» TASK TO COMPLETE
Report all lines in the records that hold the string "dots".

─── SOURCE MATERIAL

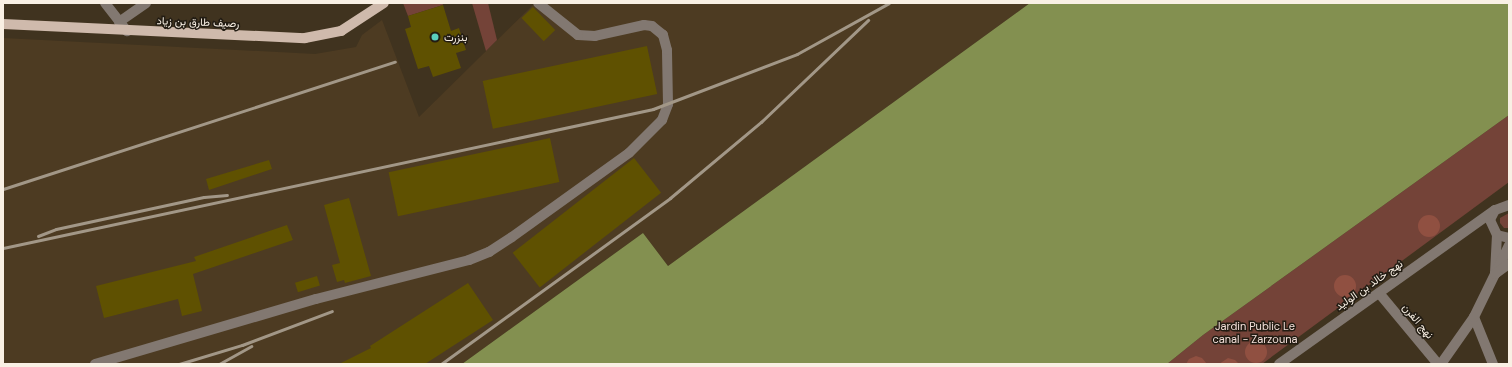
<!DOCTYPE html>
<meta charset="utf-8">
<style>
body{margin:0}
#map{position:relative;width:1512px;height:367px;overflow:hidden;background:#40331f;font-family:"DM Sans",Vazirmatn,sans-serif}
div>[style]{position:absolute}
.built>*{inset:0;background:#4d3b22}
.green>*{inset:0;background:#744338}
.forest>*{inset:0;background:#905041}
.round{border-radius:50%}
.water>*{inset:0;background:#839050}
.building>*{inset:0;background:#5f5101;transform-origin:0 0}
.minor>*{height:10px;margin:-5px;padding:0 5px;transform-origin:5px;border-radius:5px;background:#827871}
.major>*{height:10px;margin:-5px;padding:0 5px;transform-origin:5px;border-radius:5px;background:#cfbaac}
.rail>*{height:3px;margin:-1.5px;padding:0 1.5px;transform-origin:1.5px;border-radius:1.5px;background:#a29787}
.dots>*{width:11px;height:11px;translate:-50% -50%;box-sizing:border-box;border:2px solid #221c13;border-radius:50%}
span{translate:-50% -50%;white-space:nowrap;text-align:center;line-height:1.15;-webkit-text-stroke:3px #221c13;paint-order:stroke}
.street-label{font-size:11px;color:#f9f0e4}
.poi-label{font-size:11px;color:#f9f0e4}
.left{translate:0 -50%;text-align:left}
.park-label{font-size:11px;color:#f3dfd9}
.frame{position:absolute;inset:0;border:4px solid #f9f0e4;pointer-events:none}
</style>
<div id="map">
<div class="built">
<i style="clip-path:polygon(535px 3px,1030px 3px,668px 266px,643px 233px,462px 364px,3px 364px,3px 38px,315px 54px,356px 47px,362px 35px,382px 20px,419px 117px)"></i>
</div>
<div class="green">
<i style="clip-path:polygon(403px 3px,442px 3px,443px 5px,408px 16px)"></i>
<i style="clip-path:polygon(472px 3px,488px 3px,497px 40px,486px 51px)"></i>
<i style="clip-path:polygon(1509px 115px,1509px 182px,1262px 364px,1167px 364px,1203px 335px)"></i>
<i style="clip-path:polygon(1509px 213px,1509px 228px,1504px 228px,1500px 223px,1500px 218px)"></i>
</div>
<div class="forest">
<i class="round" style="left:1418px;top:215px;width:22px;height:22px"></i>
<i class="round" style="left:1334px;top:275px;width:22px;height:22px"></i>
<i class="round" style="left:1245px;top:341px;width:22px;height:22px"></i>
<i style="clip-path:polygon(1196px 356px,1202px 358px,1207px 364px,1186px 364px,1189px 359px)"></i>
<i style="clip-path:polygon(1228px 358px,1235px 360px,1239px 364px,1219px 364px)"></i>
</div>
<div class="water">
<i style="clip-path:polygon(1030px 3px,1509px 3px,1509px 115px,1203px 335px,1167px 364px,462px 364px,643px 233px,668px 266px)"></i>
</div>
<div class="building">
<i style="clip-path:polygon(443px 5px,451px 31px,459px 28px,466px 50px,456px 53px,461px 68px,433px 77px,429px 66px,418px 69px,405px 29px,411px 27px,408px 16px)"></i>
<i style="left:533px;top:7px;width:32px;height:16px;rotate:46deg"></i>
<i style="left:647px;top:46px;width:49px;height:168px;rotate:78deg"></i>
<i style="left:550px;top:138px;width:45px;height:165px;rotate:78deg"></i>
<i style="left:634px;top:158px;width:44px;height:154px;rotate:52deg"></i>
<i style="clip-path:polygon(269px 160px,272px 169px,209px 190px,206px 179px)"></i>
<i style="clip-path:polygon(349px 198px,371px 276px,345px 283px,344px 280px,337px 282px,332px 265px,340px 263px,324px 205px)"></i>
<i style="clip-path:polygon(287px 225px,293px 240px,193px 274px,202px 311px,182px 316px,178px 299px,104px 318px,96px 286px,196px 261px,194px 257px)"></i>
<i style="left:317px;top:276px;width:10px;height:23px;rotate:73deg"></i>
<i style="clip-path:polygon(468px 283px,493px 320px,425px 364px,339px 364px,371px 348px,370px 346px)"></i>
</div>
<div class="minor">
<i style="left:105px;top:3px;width:36px;rotate:52deg"></i>
<i style="left:119px;top:22px;width:33px;rotate:-35deg"></i>
<i style="left:1509px;top:205px;width:15px;rotate:160deg"></i>
<i style="left:1495px;top:210px;width:11px;rotate:117deg"></i>
<i style="left:1490px;top:220px;width:17px;rotate:65deg"></i>
<i style="left:1497px;top:235px;width:12px;rotate:14deg"></i>
<i style="left:1497px;top:235px;width:39px;rotate:93deg"></i>
<i style="left:1495px;top:274px;width:32px;rotate:-64deg"></i>
<i style="left:1379px;top:293px;width:92px;rotate:50.3deg"></i>
<i style="left:1474px;top:317px;width:51px;rotate:68deg"></i>
<i style="left:95px;top:364px;width:230px;rotate:-16.4deg"></i>
<i style="left:316px;top:299px;width:158px;rotate:-14.3deg"></i>
<i style="left:469px;top:260px;width:22px;rotate:-22deg"></i>
<i style="left:489px;top:252px;width:27px;rotate:-33deg"></i>
<i style="left:512px;top:237px;width:144px;rotate:-35.7deg"></i>
<i style="left:629px;top:153px;width:47px;rotate:-45deg"></i>
<i style="left:662px;top:120px;width:17px;rotate:-69deg"></i>
<i style="left:668px;top:104px;width:54px;rotate:-91.1deg"></i>
<i style="left:667px;top:50px;width:16px;rotate:-105deg"></i>
<i style="left:663px;top:35px;width:14px;rotate:-141deg"></i>
<i style="left:652px;top:26px;width:8px;rotate:-173deg"></i>
<i style="left:644px;top:25px;width:50px;rotate:167.3deg"></i>
<i style="left:595px;top:36px;width:17px;rotate:-177deg"></i>
<i style="left:578px;top:35px;width:51px;rotate:-141.3deg"></i>
<i style="left:1279px;top:364px;width:265px;rotate:-35.5deg"></i>
<i style="left:1441px;top:364px;width:57px;rotate:-54.9deg"></i>
<i style="left:1474px;top:317px;width:48px;rotate:-64deg"></i>
<i style="left:1495px;top:274px;width:17px;rotate:-36deg"></i>
</div>
<div class="major">
<i style="left:3px;top:24px;width:302px;rotate:2.7deg"></i>
<i style="left:305px;top:38px;width:37px;rotate:-11deg"></i>
<i style="left:341px;top:31px;width:51px;rotate:-33.1deg"></i>
</div>
<div class="rail">
<i style="left:3px;top:189px;width:412px;rotate:-18deg"></i>
<i style="left:38px;top:236px;width:19px;rotate:-21deg"></i>
<i style="left:56px;top:229px;width:151px;rotate:-12.2deg"></i>
<i style="left:204px;top:197px;width:23px;rotate:-5deg"></i>
<i style="left:3px;top:248px;width:665px;rotate:-12.07deg"></i>
<i style="left:653px;top:109px;width:154px;rotate:-20.9deg"></i>
<i style="left:797px;top:54px;width:105px;rotate:-29deg"></i>
<i style="left:179px;top:364px;width:66px;rotate:-16.8deg"></i>
<i style="left:242px;top:345px;width:96px;rotate:-20.7deg"></i>
<i style="left:219px;top:364px;width:37px;rotate:-29deg"></i>
<i style="left:441px;top:364px;width:283px;rotate:-35.9deg"></i>
<i style="left:670px;top:198px;width:119px;rotate:-39.9deg"></i>
<i style="left:761px;top:122px;width:148px;rotate:-43.6deg"></i>
</div>
<div class="dots">
<i style="left:435px;top:37px;background:#5acebd"></i>
</div>
<div class="street-label">
<span style="left:198px;top:22px;rotate:2deg">رصيف طارق بن زياد</span>
<span style="left:1369px;top:285px;rotate:-35deg">نهج خالد بن الوليد</span>
<span style="left:1418px;top:321px;rotate:50deg">نهج الفرن</span>
</div>
<div class="poi-label">
<span class="left" style="left:444px;top:37px">بنزرت</span>
</div>
<div class="park-label">
<span style="left:1255px;top:333px">Jardin Public Le<br>canal - Zarzouna</span>
</div>
<div class="frame"></div>
</div>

──────

» TASK RESULT
.dots>*{width:11px;height:11px;translate:-50% -50%;box-sizing:border-box;border:2px solid #221c13;border-radius:50%}
<div class="dots">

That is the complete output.